Although for some years the editors of the Journal of the American Medical Association have clearly taken an approach to the Second Amendment that is a threat to civil rights, this article, “Three Interventions to Address the Other Pandemic–Firearm Injury and Death”, is more balanced than might be expected. That said, there is still the usual implication that somehow guns act on their own and if only they would change their behavior things would be better. And if firearm homicides decreasing each decade are “pandemic”, why is that term applied to the worldwide SARS-Cov-2 contagion?
The authors have three recommendations. The first of these is to enhance safe storage of firearms. On the face of it, who could argue? The issue becomes how burdensome such an approach might be. Presumably, we would be safer as automobile drivers if we all wore helmets, but most of us aren’t inclined to take this step due to the inconvenience and burden.
Similar issues arise with regard to firearms. Worse, while helmets presumably wouldn’t make us poorer drivers, some storage methods might make firearms for personal defense less readily available, making them less useful and us less safe if they are suddenly needed.
In this context, the authors discuss the possibility of family members or friends holding the firearm of someone who is experiencing a mental health crisis. This seems quite reasonable, although enemies of the Second Amendment have been successful enough in placing restrictions on who may possess firearms that family members, in many states, would be breaking the law if they performed that service.
In discussing this recommendation, the authors talk about acceptance “across the political spectrum.” This is always desirable, but as a rhetorical maneuver it tends to limit discussion and debate, and conveys support for a position which is more favorable to the Second Amendment’s enemies than to those of us seeking to preserve our civil rights.
A second recommendation, which has been more seldom discussed, is a voluntary do-not-sell list. This would entail laws allowing individuals to voluntarily and confidentially restrict their own ability to purchase firearms. This could be done by placing one’s name into the National Instant Criminal Background Check System to prevent gun purchases from dealers.
In states that have enacted such laws there are provisions to allow individuals to have their names removed later, but over only after a delay. They observe that under this law in Virginia, which goes into effect in 2021, the person can request removal from the list at any time, but such a request would take effect only after a 21-day waiting period.

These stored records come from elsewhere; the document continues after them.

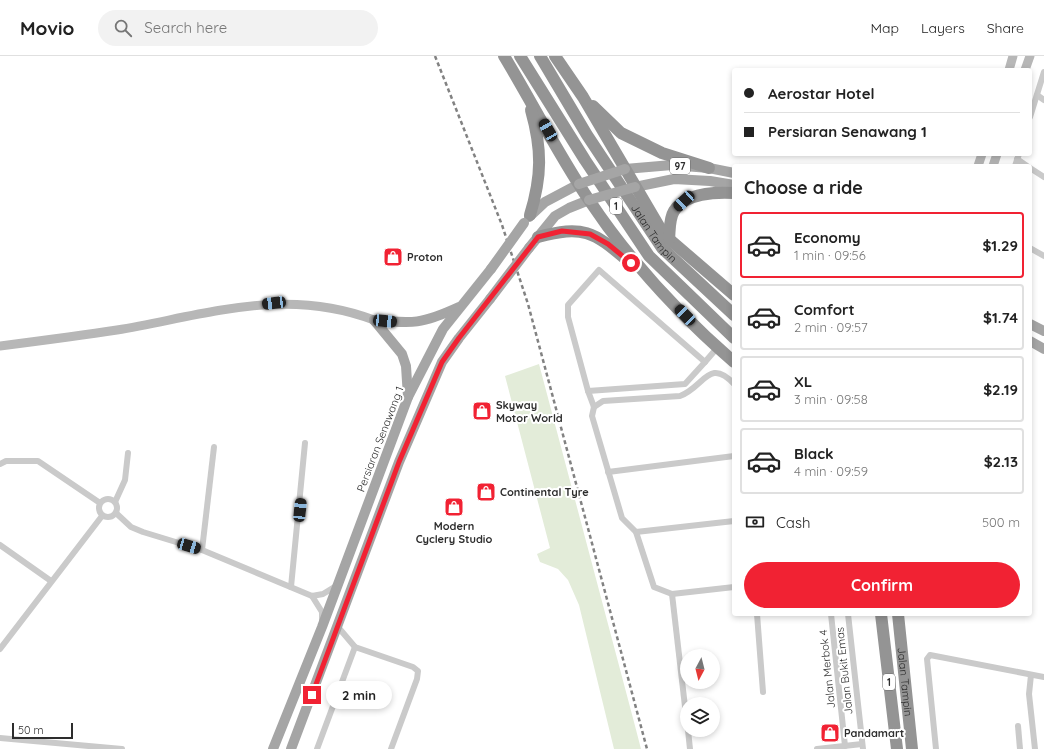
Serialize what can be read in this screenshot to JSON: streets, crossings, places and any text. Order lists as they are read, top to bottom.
{
  "streets": {
    "highway": ["1", "Jalan Tampin"],
    "main road": ["97", "Persiaran Senawang 1"],
    "street": ["Jalan Merbok 4", "Jalan Bukit Emas"]
  },
  "crossings": [
    ["97", "Persiaran Senawang 1"]
  ],
  "places": {
    "shop": [
      "Proton",
      "Skyway Motor World",
      "Continental Tyre",
      "Modern Cyclery Studio",
      "Pandamart"
    ]
  },
  "scale_bar": "50 m",
  "north": "bottom",
  "page": {
    "header": "Movio",
    "search": "Search here",
    "nav": ["Map", "Layers", "Share"],
    "banner": ["Aerostar Hotel", "Persiaran Senawang 1"],
    "heading": "Choose a ride",
    "list": [
      {
        "name": "Economy",
        "note": "1 min · 09:56",
        "value": "$1.29"
      },
      {
        "name": "Comfort",
        "note": "2 min · 09:57",
        "value": "$1.74"
      },
      {
        "name": "XL",
        "note": "3 min · 09:58",
        "value": "$2.19"
      },
      {
        "name": "Black",
        "note": "4 min · 09:59",
        "value": "$2.13"
      }
    ],
    "pay": ["Cash", "500 m"],
    "buttons": "Confirm",
    "bubble": "2 min",
    "scale": "50 m"
  }
}
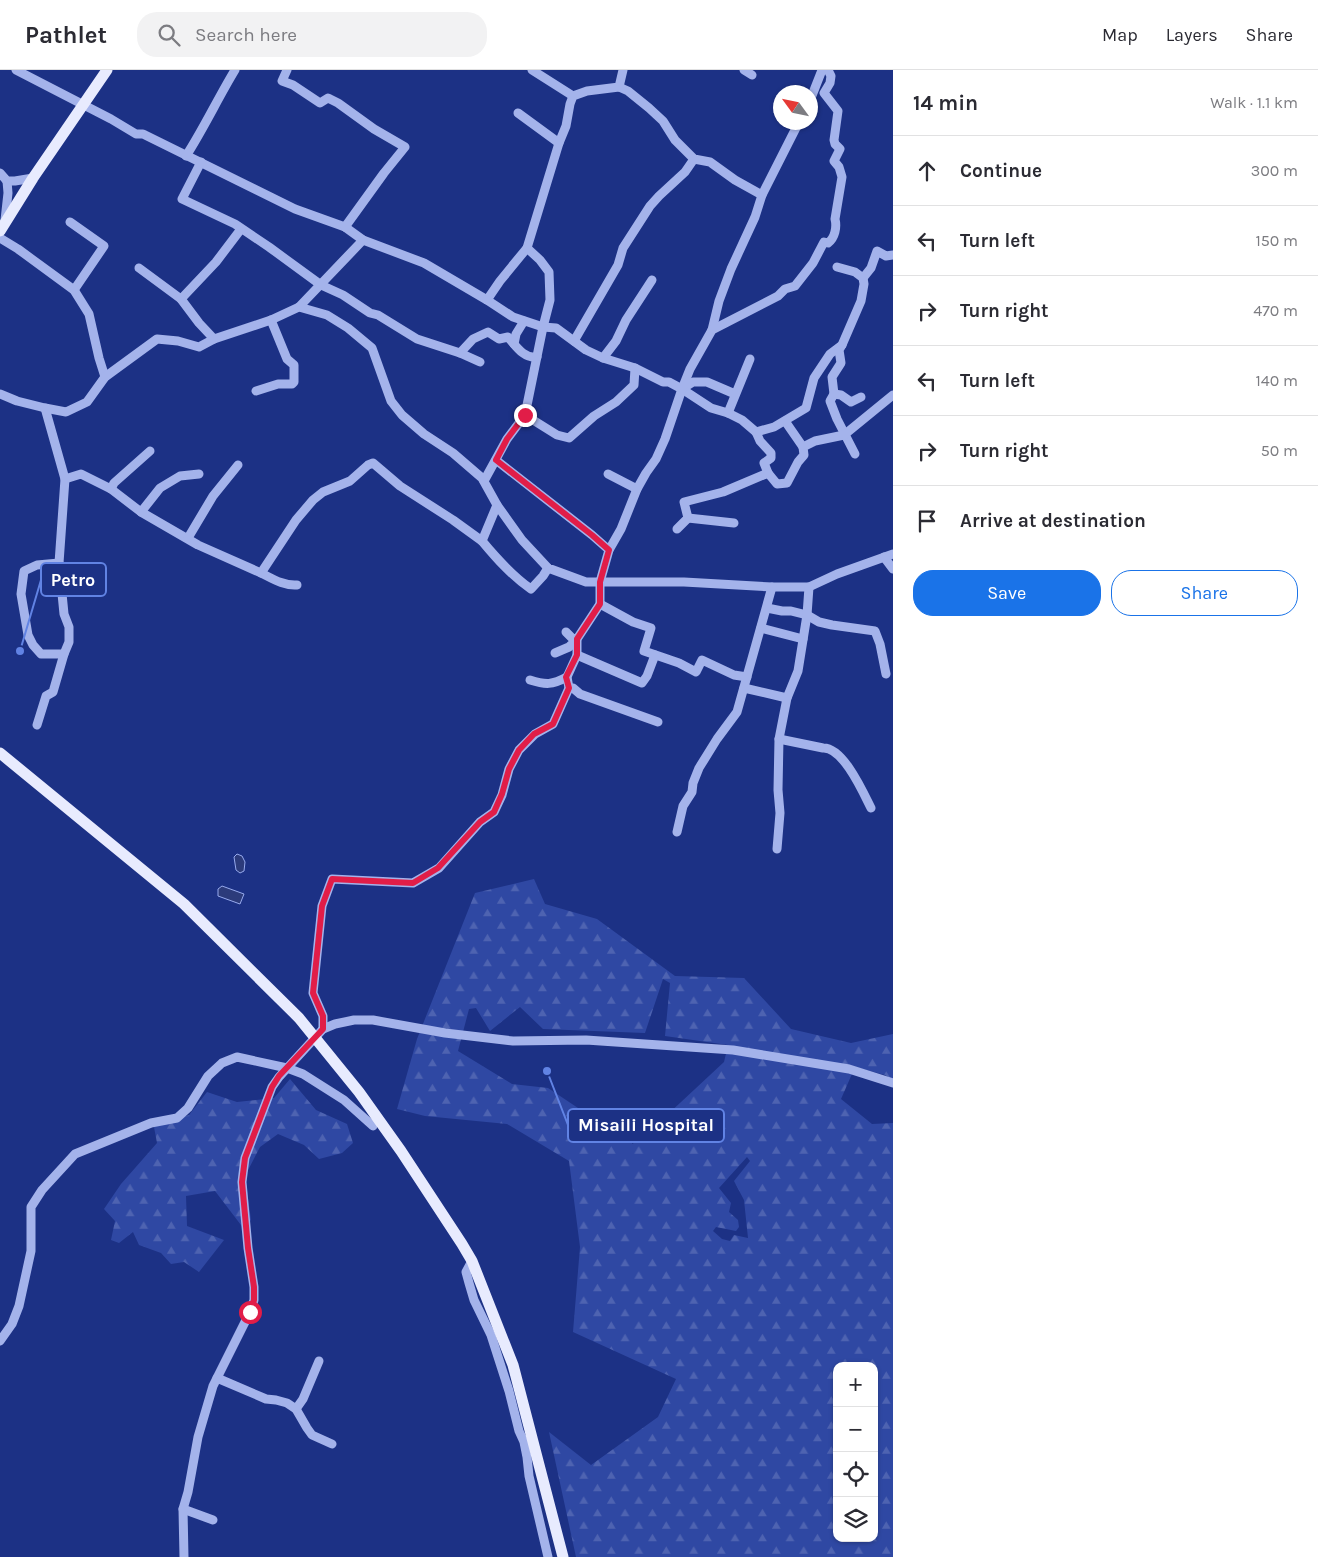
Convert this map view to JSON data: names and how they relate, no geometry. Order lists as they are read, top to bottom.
{
  "places": ["Petro", "Misaili Hospital"],
  "north": "top left",
  "page": {
    "header": "Pathlet",
    "search": "Search here",
    "nav": ["Map", "Layers", "Share"],
    "heading": ["14 min", "Walk · 1.1 km"],
    "list": [
      ["Continue", "300 m"],
      ["Turn left", "150 m"],
      ["Turn right", "470 m"],
      ["Turn left", "140 m"],
      ["Turn right", "50 m"],
      "Arrive at destination"
    ],
    "buttons": ["Save", "Share"],
    "map_buttons": ["+", "−"]
  }
}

Proponents believe that because many suicides seem impulsive, they will be prevented by waiting periods to purchase guns. But surveying other countries as well as our own history shows that suicide rates do not correlate at all with rates of civilian gun ownership.
Problems would arise from such legislation including using information about voluntary restriction as evidence that these individuals remain unfit to exercise their Second Amendment rights. They might also provide tools to be used against them in many other contexts, such as divorce or custody conflicts, or professional licensure. Although placing one’s name on such lists would supposedly be “confidential”, disclosure of “confidential” material may be compelled, or even stolen.
The third recommendation is for “red flag” laws, which have been widely discussed and found by Second Amendment advocates (like DRGO) to be highly problematic. Many concerns have been raised as to due process and the ongoing suspicion that these laws are something like the Hotel California–easy to lose your firearm, tough to get it back.
The idea of more responsible weapons storage raises the larger issue of learning gun safety. It seems probable that those favoring safe storage rules laws are do not favor teaching firearm safety in schools as a means of reducing accidents involving guns. It is odd that many who see education as solving all manner of problems are reluctant to see it as the key to firearms safety.
As they begin their paper, the authors talk about the Biden administration’s likely attention to reducing firearm related deaths and injuries, and in this context note that “there are limits to what policies could be implemented at the federal level given the makeup of the new Congress and the Supreme Court.“ Fortunately, it is hard to imagine the current Court endorsing greater restrictions on gun ownership.
But the new administration is a different beast. Its own stated goals encompass suppressing the right to keep and bear arms, rather than defending Americans’ constitutional rights as was sworn on January 20.
—Thomas E. Gift, MD is a child and adolescent psychiatrist practicing in Rochester, New York, an associate clinical professor of psychiatry at the University of Rochester Medical School, and a Distinguished Fellow of the American Psychiatric Association.